MTMR6 downregulation contributes to cisplatin resistance in oral squamous cell carcinoma

Background: The therapeutic effectiveness of cisplatin, a widely used chemotherapy drug for oral squamous cell carcinoma (OSCC), is often compromised by resistance, making it difficult to predict treatment outcomes. The role of myotubularin and myotubularin-related (MTMR) genes in cisplatin resistance remains unclear. We aimed to elucidate the molecular mechanisms underlying MTMR6 with cisplatin resistance in OSCC. Methods: MTMR6 expression was compared between UMSCC1 and cisplatin-resistant UM-Cis cells. Gain- and loss-of-function experiments involving MTMR6 was performed to evaluate its impact on cisplatin resistance.

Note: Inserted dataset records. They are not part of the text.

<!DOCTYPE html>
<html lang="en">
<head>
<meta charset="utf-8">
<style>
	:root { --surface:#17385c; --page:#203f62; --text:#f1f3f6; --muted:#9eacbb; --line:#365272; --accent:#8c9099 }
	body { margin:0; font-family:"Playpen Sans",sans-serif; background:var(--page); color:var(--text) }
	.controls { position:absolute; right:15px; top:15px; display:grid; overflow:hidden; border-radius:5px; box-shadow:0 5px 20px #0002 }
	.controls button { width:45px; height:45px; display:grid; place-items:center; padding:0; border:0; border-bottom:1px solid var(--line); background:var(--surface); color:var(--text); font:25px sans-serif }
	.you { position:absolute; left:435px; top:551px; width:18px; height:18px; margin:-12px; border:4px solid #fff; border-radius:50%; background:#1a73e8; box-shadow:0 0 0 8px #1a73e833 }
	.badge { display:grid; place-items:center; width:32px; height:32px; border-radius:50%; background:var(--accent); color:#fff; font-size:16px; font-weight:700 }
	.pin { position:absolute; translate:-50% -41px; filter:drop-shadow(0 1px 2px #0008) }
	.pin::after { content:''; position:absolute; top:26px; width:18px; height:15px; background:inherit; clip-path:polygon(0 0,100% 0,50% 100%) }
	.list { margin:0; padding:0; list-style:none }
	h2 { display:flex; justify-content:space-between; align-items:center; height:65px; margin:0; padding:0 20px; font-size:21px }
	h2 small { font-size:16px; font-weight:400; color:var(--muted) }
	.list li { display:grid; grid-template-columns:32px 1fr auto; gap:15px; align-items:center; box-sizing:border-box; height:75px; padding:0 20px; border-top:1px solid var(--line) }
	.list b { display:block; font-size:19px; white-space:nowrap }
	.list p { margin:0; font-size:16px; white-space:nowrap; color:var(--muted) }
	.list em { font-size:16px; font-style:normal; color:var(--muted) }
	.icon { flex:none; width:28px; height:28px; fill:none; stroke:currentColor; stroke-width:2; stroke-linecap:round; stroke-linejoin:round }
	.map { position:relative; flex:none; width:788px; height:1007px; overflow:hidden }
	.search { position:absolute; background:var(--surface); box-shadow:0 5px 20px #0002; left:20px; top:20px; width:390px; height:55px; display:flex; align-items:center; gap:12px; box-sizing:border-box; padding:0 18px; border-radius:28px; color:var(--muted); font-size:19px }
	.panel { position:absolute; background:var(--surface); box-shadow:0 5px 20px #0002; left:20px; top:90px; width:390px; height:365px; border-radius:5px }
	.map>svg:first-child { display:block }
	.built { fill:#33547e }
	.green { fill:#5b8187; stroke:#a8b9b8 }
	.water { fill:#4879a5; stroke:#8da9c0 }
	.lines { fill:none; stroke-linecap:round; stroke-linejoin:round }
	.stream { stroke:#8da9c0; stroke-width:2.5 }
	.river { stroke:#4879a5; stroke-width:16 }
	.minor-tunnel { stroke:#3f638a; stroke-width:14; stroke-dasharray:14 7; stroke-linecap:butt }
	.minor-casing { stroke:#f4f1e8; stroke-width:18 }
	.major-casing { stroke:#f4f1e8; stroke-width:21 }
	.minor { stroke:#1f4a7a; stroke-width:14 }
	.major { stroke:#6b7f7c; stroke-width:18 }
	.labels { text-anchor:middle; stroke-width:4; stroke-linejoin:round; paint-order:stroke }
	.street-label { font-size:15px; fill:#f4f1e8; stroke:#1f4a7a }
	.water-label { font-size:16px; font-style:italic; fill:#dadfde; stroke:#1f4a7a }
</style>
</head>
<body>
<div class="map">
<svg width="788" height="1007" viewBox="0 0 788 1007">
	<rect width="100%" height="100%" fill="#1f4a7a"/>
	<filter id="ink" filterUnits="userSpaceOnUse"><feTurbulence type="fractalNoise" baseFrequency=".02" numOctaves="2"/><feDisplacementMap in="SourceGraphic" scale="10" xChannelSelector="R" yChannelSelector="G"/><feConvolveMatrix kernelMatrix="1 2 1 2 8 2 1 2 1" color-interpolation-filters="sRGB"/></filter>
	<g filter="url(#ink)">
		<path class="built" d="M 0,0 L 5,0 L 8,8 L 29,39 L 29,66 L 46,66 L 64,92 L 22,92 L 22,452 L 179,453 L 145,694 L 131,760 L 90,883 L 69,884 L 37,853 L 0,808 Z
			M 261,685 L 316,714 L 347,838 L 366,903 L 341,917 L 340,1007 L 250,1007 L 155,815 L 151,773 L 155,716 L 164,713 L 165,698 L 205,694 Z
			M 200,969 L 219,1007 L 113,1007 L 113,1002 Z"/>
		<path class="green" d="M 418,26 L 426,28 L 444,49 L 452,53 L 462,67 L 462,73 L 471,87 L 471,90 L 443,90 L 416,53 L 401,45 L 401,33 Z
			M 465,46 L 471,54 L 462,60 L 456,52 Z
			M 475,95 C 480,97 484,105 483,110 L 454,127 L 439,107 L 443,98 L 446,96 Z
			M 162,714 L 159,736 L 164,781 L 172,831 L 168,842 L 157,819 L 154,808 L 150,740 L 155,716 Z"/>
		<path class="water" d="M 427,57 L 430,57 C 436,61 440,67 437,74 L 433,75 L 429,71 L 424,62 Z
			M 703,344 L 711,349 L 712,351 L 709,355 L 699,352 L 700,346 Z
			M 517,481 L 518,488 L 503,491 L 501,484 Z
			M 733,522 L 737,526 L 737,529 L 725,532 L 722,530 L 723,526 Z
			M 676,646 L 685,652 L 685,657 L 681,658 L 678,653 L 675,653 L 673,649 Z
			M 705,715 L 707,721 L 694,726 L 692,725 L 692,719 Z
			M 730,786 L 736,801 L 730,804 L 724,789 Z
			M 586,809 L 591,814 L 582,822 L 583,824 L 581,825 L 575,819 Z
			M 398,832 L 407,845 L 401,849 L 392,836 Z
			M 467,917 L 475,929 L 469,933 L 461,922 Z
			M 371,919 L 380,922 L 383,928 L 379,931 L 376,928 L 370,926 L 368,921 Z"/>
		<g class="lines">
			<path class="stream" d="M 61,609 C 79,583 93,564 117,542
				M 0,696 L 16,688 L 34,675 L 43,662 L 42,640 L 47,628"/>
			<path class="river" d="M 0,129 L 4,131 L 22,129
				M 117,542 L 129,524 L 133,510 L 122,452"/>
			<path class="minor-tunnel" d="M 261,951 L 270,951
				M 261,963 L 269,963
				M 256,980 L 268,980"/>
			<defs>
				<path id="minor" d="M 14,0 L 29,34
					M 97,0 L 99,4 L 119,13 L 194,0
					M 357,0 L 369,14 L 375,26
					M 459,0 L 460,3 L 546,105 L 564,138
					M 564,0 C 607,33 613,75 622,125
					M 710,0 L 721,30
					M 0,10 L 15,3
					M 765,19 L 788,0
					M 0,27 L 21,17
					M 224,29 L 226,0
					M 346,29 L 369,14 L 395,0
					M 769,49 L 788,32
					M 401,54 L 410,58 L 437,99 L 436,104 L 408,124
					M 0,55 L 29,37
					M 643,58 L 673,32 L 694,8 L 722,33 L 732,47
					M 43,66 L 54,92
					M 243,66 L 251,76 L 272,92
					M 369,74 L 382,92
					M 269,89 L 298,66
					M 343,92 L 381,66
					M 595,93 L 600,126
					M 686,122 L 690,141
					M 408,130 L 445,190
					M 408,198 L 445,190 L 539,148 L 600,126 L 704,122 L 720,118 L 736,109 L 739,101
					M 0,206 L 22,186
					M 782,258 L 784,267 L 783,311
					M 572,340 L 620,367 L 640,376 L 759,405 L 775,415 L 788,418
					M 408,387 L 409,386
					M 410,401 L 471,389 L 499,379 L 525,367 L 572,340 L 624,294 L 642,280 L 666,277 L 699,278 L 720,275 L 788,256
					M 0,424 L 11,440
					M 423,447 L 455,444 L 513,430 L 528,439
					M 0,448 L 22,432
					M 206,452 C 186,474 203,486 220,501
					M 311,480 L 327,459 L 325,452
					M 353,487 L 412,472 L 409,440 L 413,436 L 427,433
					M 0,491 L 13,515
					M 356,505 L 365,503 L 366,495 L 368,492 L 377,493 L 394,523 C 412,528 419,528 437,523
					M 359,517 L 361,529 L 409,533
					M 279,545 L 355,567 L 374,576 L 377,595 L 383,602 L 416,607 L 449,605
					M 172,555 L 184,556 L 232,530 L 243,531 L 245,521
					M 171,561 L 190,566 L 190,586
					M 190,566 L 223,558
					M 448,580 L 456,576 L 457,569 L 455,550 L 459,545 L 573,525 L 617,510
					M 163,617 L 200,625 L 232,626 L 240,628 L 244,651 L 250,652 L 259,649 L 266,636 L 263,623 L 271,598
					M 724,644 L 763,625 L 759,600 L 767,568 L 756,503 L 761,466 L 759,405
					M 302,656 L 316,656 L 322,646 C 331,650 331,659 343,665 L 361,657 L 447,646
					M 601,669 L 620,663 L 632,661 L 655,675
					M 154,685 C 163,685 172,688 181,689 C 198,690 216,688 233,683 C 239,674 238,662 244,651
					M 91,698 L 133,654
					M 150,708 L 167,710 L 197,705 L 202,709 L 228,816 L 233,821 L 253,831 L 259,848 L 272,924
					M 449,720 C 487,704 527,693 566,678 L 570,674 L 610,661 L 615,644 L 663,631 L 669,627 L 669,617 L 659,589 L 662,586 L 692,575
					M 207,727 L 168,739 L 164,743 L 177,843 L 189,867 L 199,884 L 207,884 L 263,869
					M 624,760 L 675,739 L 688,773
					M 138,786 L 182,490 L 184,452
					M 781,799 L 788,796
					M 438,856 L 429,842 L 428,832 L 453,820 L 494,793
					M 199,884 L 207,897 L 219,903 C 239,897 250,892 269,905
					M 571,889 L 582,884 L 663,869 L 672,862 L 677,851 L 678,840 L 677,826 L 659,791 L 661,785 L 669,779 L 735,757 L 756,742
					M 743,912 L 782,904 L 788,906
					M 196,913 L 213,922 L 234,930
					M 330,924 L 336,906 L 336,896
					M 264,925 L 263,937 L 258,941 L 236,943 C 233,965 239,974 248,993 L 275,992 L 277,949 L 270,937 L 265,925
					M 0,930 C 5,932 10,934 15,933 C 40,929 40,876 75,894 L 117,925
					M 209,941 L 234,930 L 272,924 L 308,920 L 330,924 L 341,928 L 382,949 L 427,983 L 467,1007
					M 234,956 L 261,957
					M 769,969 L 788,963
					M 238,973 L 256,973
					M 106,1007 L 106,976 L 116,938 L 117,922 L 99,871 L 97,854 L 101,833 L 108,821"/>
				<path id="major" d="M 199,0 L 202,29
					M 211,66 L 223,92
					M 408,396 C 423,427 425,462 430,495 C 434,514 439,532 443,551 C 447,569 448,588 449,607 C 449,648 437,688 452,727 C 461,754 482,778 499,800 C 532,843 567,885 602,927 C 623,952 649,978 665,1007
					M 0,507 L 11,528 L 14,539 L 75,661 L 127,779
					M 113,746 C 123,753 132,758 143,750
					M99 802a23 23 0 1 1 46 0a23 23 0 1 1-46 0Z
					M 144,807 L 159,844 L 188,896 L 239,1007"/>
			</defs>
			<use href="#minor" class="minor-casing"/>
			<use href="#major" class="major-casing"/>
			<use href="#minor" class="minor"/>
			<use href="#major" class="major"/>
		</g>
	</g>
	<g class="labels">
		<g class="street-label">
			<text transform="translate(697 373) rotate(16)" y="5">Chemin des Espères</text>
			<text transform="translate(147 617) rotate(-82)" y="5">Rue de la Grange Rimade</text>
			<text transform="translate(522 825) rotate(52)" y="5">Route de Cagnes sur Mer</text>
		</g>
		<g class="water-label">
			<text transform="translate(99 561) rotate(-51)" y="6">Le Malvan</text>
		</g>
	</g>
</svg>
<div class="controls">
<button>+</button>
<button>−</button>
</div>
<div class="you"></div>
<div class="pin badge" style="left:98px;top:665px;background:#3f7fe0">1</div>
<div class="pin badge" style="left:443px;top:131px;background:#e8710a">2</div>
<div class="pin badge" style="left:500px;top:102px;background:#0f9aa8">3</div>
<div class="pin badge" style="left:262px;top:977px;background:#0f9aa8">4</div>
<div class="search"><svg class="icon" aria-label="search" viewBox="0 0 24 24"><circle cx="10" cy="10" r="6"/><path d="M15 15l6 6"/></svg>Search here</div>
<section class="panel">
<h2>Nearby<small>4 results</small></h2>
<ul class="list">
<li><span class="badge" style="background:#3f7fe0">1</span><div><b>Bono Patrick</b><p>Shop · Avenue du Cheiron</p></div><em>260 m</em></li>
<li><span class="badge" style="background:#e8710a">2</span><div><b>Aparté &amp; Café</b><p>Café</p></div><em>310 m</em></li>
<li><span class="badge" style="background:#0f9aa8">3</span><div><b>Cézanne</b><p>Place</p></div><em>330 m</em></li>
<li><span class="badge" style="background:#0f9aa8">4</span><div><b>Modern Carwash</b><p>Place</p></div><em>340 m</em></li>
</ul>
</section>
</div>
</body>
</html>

The regulatory role of hsa-miR-544a on MTMR6 expression was explored via antagomir and miRNA mimic assays. The relationship between MTMR6 protein levels and cisplatin sensitivity was assessed in OSCC patient tissues classified as sensitive or resistant to cisplatin monotherapy. A survival analysis based on The Cancer Genome Atlas (TCGA) head and neck squamous cell carcinoma (HNSCC) dataset was performed to evaluate the correlation between MTMR6 expression and patient outcomes following cisplatin treatment. In vivo cisplatin resistance was examined using mouse xenografts derived from MTMR6-knockdown UMSCC1 cells. Results: MTMR6 expression was markedly reduced in cisplatin-resistant UM-Cis cells compared to UMSCC1 cells. Functional analyses revealed that modulating MTMR6 activity alters cisplatin resistance. A luciferase assay confirmed that hsa-miR-544a regulates MTMR6 gene expression. Additionally, antagomir and miRNA mimics demonstrated that hsa-miR-544a enhances cisplatin resistance by suppressing MTMR6 expression. In OSCC patient tissues, higher MTMR6 protein levels were associated with cisplatin sensitivity, while cisplatin-resistant tissues had lower MTMR6 expression. Survival analysis of the TCGA HNSCC dataset indicated that low MTMR6 expression correlates with poorer outcomes in cisplatin-treated patients compared to those with high MTMR6 expression. Mouse xenografts derived from MTMR6-knockdown UMSCC1 cells exhibited increased resistance to cisplatin compared to controls. Conclusion: Assessing mRNA levels of MTMR6 and has-miR-544a in biopsy samples could help predict cisplatin responsiveness in OSCC.